| |
|
|
Bunlar da insan haklarına girer
Avrupa İnsan Hakları Mahkemesi'ne başvuran Türkler'in sayısında patlama var. Geçen yıl, mahkemenin önüne giden 38 500 hak talebinin 7 bin 50'si Türkler'e ait. Yüzde 18 dava oranı ile birinci sıraya yerleşen Türkler'i, yüzde 14 ile Ruslar ve yüzde 13 ile Polonyalılar takip ediyor. AİHM'e gönderilen şikayet konularının, fazlaca "suyuna tirit olduğu" gerekçesiyle mahkemeyi bunalttığı yönünde iddialar ortaya atılıyor. Mesela, İzmirli bir yurttaşımız, selde giyilemez hale gelen pantolonu için belediyeyi dava etmiş. Yerel mahkeme 35 milyon lira tazminata hükmetmiş, fakat bölge idare mahkemesi zararın kanıtlanamadığı gerekçesiyle hükmü bozmuş. Yuttaşımız soluğu AİHM'de almış... Hakkari'de 4 yıl önce, "kaçak olduğu" gerekçesiyle 740 koyununa korucular tarafından el konulan iki vatandaş, zararlarının tazmini için AİHM'e başvurmuşlar. Devlet Hastanesi'nde 11 yaşındaki oğlu yanlış sünnet edilen baba savcılığı başvurmuş. Savcılık takipsizlik kararı verince, baba AİHM'e gitmiş... Mersin Devlet Opera ve Bale'sinde sözleşmeli solist olarak çalışan bir sanatçı 8 yıldır kadrosunun verilmemesi üzerine AİHM'e şikayette bulunmuş... Bu ve benzeri şikayetlerin suyuna tirit olduğunu düşünemeyiz. Yanlış sünnet kusuru, 740 koyun ve 8 yıl kadrosuz çalıştırılmak, insanlar için gerçek mahiyette "haksızlıklar"dır. Türkiye'yi biraz tanıyan bir insan, aslında çok daha fazla ve değişik nitelikte "haksızlık" yaşandığını bilir. İnsan hakları arayışı sadece "işkence ve benzeri" zulümlere karşı yürütülecek değildir.
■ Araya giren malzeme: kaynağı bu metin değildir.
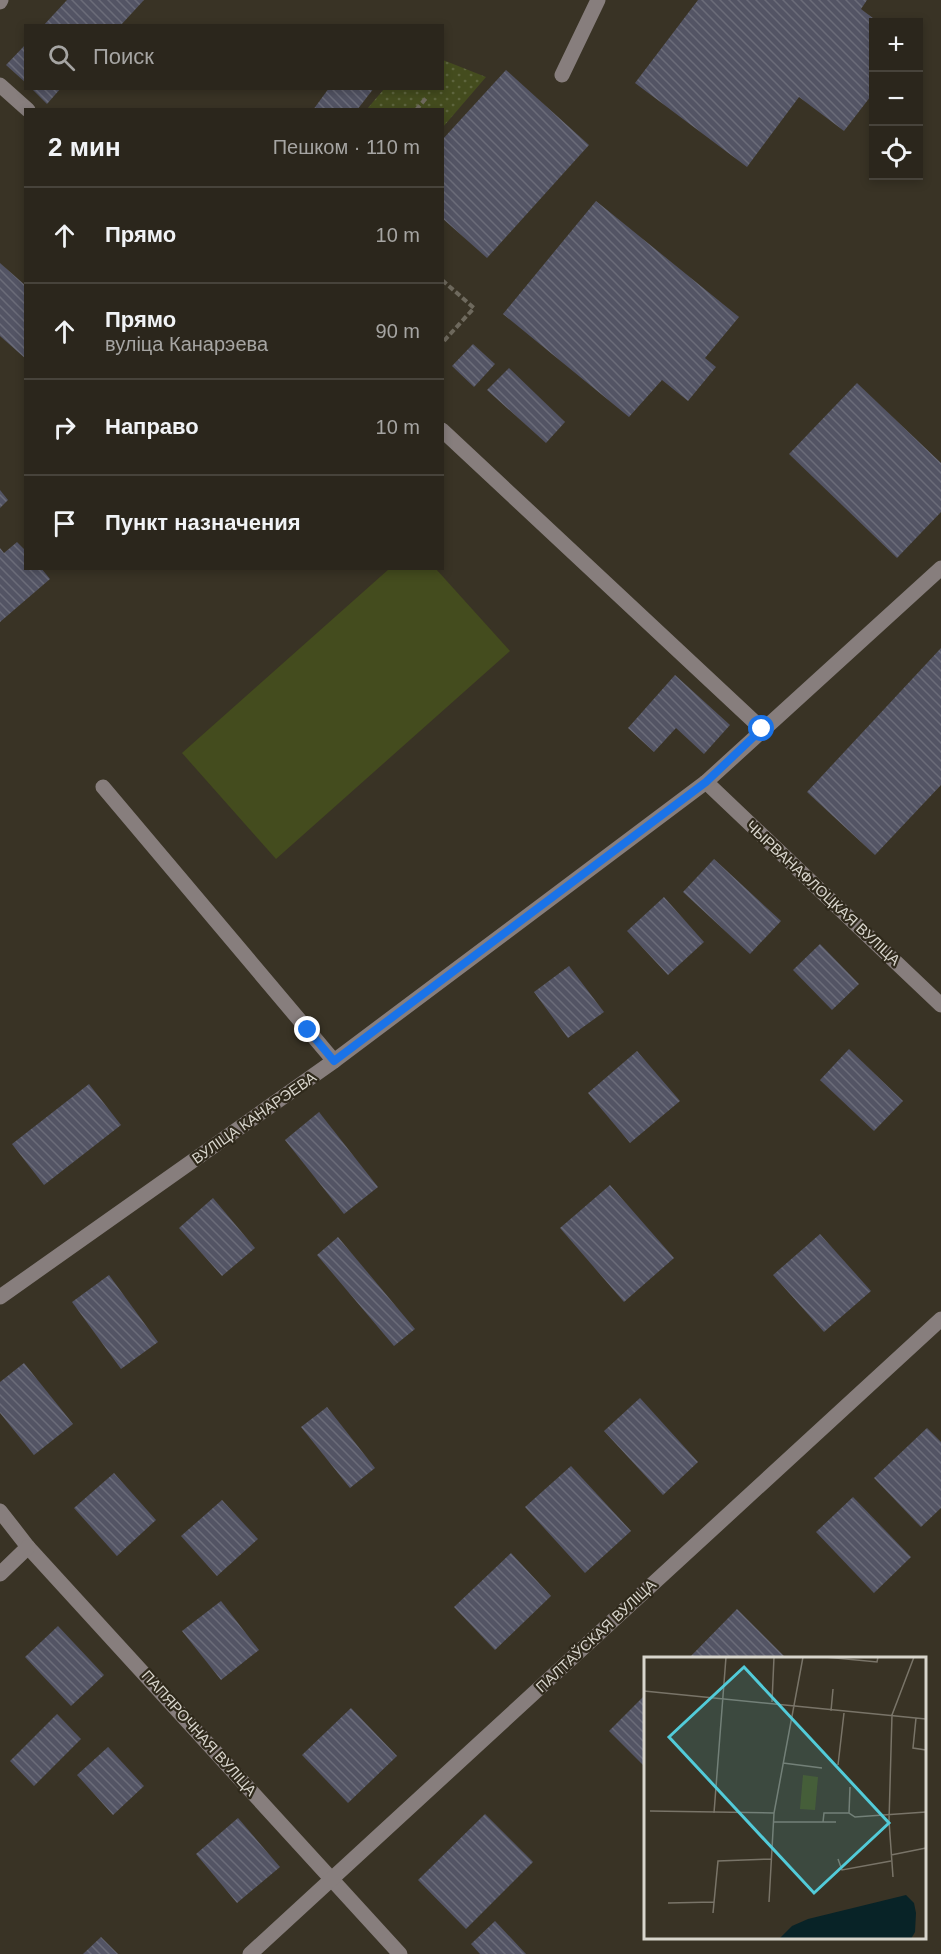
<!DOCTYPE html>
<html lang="ru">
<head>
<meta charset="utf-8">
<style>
  :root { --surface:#2b261c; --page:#373229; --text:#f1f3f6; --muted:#a6a5a3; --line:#47433b }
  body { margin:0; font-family:Helvetica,sans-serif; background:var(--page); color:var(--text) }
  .controls { position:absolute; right:18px; top:18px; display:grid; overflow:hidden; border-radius:0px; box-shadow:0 3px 9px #0003 }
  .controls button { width:54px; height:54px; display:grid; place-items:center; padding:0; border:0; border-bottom:2px solid var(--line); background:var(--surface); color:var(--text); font:30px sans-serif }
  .stop { position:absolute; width:18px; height:18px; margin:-14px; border:4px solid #1a73e8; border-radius:50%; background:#fff }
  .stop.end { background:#1a73e8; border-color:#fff; box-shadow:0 2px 6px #0008 }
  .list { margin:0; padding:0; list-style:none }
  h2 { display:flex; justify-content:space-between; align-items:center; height:78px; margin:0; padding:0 24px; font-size:26px }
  h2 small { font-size:20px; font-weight:400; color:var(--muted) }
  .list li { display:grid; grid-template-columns:39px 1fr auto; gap:18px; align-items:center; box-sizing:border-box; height:96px; padding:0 24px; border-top:2px solid var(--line) }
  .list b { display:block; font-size:22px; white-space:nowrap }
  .list p { margin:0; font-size:20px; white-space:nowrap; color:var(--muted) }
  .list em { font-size:20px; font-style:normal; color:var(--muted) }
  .icon { flex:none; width:33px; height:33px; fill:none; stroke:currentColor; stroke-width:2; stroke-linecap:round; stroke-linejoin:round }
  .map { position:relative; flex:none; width:941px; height:1954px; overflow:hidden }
  .search { position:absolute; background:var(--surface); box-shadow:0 3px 9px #0003; left:24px; top:24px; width:420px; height:66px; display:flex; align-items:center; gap:15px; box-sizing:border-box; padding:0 21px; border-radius:0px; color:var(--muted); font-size:22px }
  .panel { position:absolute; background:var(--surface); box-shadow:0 3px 9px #0003; left:24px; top:108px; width:420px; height:462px; border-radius:0px }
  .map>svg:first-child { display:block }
  .grass { fill:url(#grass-dots) }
  .garden { fill:#444c1e }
  .building { fill:url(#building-back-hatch) }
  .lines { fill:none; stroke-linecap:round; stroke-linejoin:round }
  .path { stroke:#6e695d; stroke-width:4; stroke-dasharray:6 3; stroke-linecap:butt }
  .minor { stroke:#877e7d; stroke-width:15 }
  .route { stroke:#1a73e8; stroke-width:8 }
  .labels { text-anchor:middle; stroke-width:4.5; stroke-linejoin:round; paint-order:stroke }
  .street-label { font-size:15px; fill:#d8d5cc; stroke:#2f291b }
  .inset-road { fill:none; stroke:#797468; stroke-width:1.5 }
  .view { fill:#52cbd9; fill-opacity:0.15; stroke:#52cbd9; stroke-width:3 }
  .inset-edge { fill:none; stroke:#d8d5cc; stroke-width:3 }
</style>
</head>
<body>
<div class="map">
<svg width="941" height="1954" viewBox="0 0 941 1954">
  <defs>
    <pattern id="grass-dots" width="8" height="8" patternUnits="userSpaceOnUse" patternTransform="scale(1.5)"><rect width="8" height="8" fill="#444c1e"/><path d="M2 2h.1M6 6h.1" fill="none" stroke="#5e653e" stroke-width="1.8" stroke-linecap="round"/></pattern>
    <pattern id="building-back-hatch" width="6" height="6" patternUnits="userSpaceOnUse" patternTransform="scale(1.5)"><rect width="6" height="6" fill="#535464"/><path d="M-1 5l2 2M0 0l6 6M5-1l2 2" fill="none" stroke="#6b6c79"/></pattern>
  </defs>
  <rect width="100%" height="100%" fill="#393325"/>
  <polygon class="grass" points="443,60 486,77 443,127 442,110 367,109 384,89 442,88"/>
  <polygon class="garden" points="389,569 436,569 510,651 276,859 182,753"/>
  <g class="building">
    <polygon points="67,0 144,0 120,26 43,26"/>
    <polygon points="698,0 867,0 861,9 878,22 874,22 874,92 844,131 799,97 747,167 635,83"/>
    <polygon points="26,44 26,83 6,65"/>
    <polygon points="506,70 589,145 487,258 442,218 442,140"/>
    <polygon points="31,88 61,88 47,104"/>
    <polygon points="329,88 374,88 357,110 313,110"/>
    <polygon points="596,201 739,317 705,358 716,367 688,401 662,380 629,417 503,314"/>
    <polygon points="0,263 26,286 26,359 0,336"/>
    <polygon points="473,344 495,364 474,387 452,366"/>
    <polygon points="509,368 565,422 546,443 487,390"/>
    <polygon points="857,383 941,463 941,512 897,558 789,454"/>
    <polygon points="0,490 8,500 0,508"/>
    <polygon points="17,542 26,551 26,568 41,568 50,579 0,622 0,548 4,553"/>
    <polygon points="941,648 941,785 875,855 807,792"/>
    <polygon points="675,675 730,725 704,754 676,728 654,752 628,728"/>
    <polygon points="714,859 781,921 750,954 683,892"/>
    <polygon points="664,897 704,942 668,975 627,931"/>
    <polygon points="820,944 859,984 832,1010 793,970"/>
    <polygon points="569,966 604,1012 568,1038 534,992"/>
    <polygon points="849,1049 903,1101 874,1131 820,1080"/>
    <polygon points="637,1051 680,1101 630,1143 588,1093"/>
    <polygon points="89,1084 121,1125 44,1185 12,1144"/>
    <polygon points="319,1112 378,1187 344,1214 285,1140"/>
    <polygon points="610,1185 674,1258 624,1302 560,1228"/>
    <polygon points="213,1198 255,1248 222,1276 179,1228"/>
    <polygon points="820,1234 871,1291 824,1332 773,1275"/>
    <polygon points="338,1237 415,1329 394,1346 317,1255"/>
    <polygon points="109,1275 158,1342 121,1369 72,1302"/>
    <polygon points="24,1363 73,1424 34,1455 0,1413 0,1382"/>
    <polygon points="640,1398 698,1462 663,1495 604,1431"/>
    <polygon points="327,1407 375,1468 350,1488 301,1427"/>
    <polygon points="927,1428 941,1442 941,1508 921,1527 874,1478"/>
    <polygon points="571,1466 631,1531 585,1573 525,1507"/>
    <polygon points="114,1473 156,1520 117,1556 74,1508"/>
    <polygon points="853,1497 911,1557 874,1593 816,1532"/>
    <polygon points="222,1500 258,1539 217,1576 181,1536"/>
    <polygon points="511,1553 551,1596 495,1650 454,1607"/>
    <polygon points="221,1601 259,1650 221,1680 182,1631"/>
    <polygon points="737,1609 786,1658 689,1658"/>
    <polygon points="58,1626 104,1675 71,1706 25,1657"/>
    <polygon points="644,1696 646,1762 643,1765 609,1731"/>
    <polygon points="351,1708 397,1756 348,1803 302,1755"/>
    <polygon points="57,1714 81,1739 34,1786 10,1761"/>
    <polygon points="108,1747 144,1786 113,1815 77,1775"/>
    <polygon points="485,1814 533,1862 466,1929 418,1880"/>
    <polygon points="238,1818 280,1867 237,1903 196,1854"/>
    <polygon points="495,1921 526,1954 480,1954 471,1944"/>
    <polygon points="101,1937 118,1954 83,1954"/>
  </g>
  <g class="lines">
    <g class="path">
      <polyline points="416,110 427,97"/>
      <polyline points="442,280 474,308 442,343"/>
    </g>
    <g class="minor">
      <polyline points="0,2 1,0"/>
      <polyline points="562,75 598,0"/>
      <polyline points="0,85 28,110"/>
      <polyline points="442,430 762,729"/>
      <polyline points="706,782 941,1005"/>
      <polyline points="103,787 334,1061"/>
      <polyline points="0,1297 334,1061 706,782 941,568"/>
      <polyline points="0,1511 28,1547 400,1954"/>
      <polyline points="0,1574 28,1547"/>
      <polyline points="250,1954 941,1319"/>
    </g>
  </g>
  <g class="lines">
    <polyline class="route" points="308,1030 334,1061 706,782 762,729"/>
  </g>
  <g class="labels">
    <g class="street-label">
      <text transform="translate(823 893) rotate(43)" y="5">ЧЫРВАНАФЛОЦКАЯ ВУЛІЦА</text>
      <text transform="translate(254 1118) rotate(-35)" y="5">ВУЛІЦА КАНАРЭЕВА</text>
      <text transform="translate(596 1636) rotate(-43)" y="5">ПАЛТАЎСКАЯ ВУЛІЦА</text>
      <text transform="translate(199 1733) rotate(48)" y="5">ПАПЯРОЧНАЯ ВУЛІЦА</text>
    </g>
  </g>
  <g transform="translate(644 1657)">
    <rect width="282" height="282" fill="#393325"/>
    <path d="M 159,118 L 174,120 L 171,153 L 156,152 Z" fill="#444c1e"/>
    <path d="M 262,238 L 270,246 L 272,256 L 271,275 L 267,282 L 135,282 L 148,269 L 164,262 Z" fill="#082327"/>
    <path class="inset-road" d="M 181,0 L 233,5 L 234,0M 0,34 L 282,62M 128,45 L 130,0M 187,54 L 189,32M 272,61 L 269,91 L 282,93M 139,106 L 178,111M 194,108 L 200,56M 206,130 L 205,156 L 211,160 L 282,155M 6,154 L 130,156M 70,156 L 82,0M 130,165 L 192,165M 179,165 L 180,156 L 205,156M 247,198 L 282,191M 194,202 L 198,213 L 247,204M 249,220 L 245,164 L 248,58 L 270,0M 125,245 L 130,156 L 159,0M 24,246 L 70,245M 69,256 L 74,204 L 127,202"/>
    <path class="view" d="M 100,10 L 245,166 L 170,236 L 25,80 Z"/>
    <rect width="282" height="282" class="inset-edge"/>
  </g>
</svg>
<div class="controls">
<button>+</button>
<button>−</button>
<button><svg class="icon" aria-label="locate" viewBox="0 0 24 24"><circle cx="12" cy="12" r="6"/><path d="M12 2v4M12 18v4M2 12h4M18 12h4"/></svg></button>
</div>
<div class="stop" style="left:762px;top:729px"></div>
<div class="stop end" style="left:308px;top:1030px"></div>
<div class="search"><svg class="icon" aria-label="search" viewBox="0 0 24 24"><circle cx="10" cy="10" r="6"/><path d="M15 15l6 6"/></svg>Поиск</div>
<section class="panel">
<h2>2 мин<small>Пешком · 110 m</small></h2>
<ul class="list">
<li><svg class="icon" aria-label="ahead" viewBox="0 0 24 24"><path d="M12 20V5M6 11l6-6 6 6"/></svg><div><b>Прямо</b></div><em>10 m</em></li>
<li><svg class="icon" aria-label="ahead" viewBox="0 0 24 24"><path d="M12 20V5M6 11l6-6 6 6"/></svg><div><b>Прямо</b><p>вуліца Канарэева</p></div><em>90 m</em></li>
<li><svg class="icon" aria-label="right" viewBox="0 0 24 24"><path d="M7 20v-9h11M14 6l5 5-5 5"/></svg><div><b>Направо</b></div><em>10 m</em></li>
<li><svg class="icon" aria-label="arrive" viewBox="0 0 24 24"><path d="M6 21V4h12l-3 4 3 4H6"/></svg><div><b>Пункт назначения</b></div></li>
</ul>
</section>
</div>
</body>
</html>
Basit bir örnek: Türkiye'de adaletin geç kalması yüzünden kaç bin alacak davasının, gayrikanuni yollardan çözülmeye çalışıldığını sadece Allah bilir. Karakola başvurduklarında, "kocandır, döver de sever de" denilerek tekrar evlerine gönderine kadınlar AİHM'e gitmeye kalkışsalardı, o mahkeme, bir daha çözülmemek üzere kilitlenir, belki de kendi kendini feshederdi. Hak kaybının veya haksızlığın küçüğü büyüğü olmaz!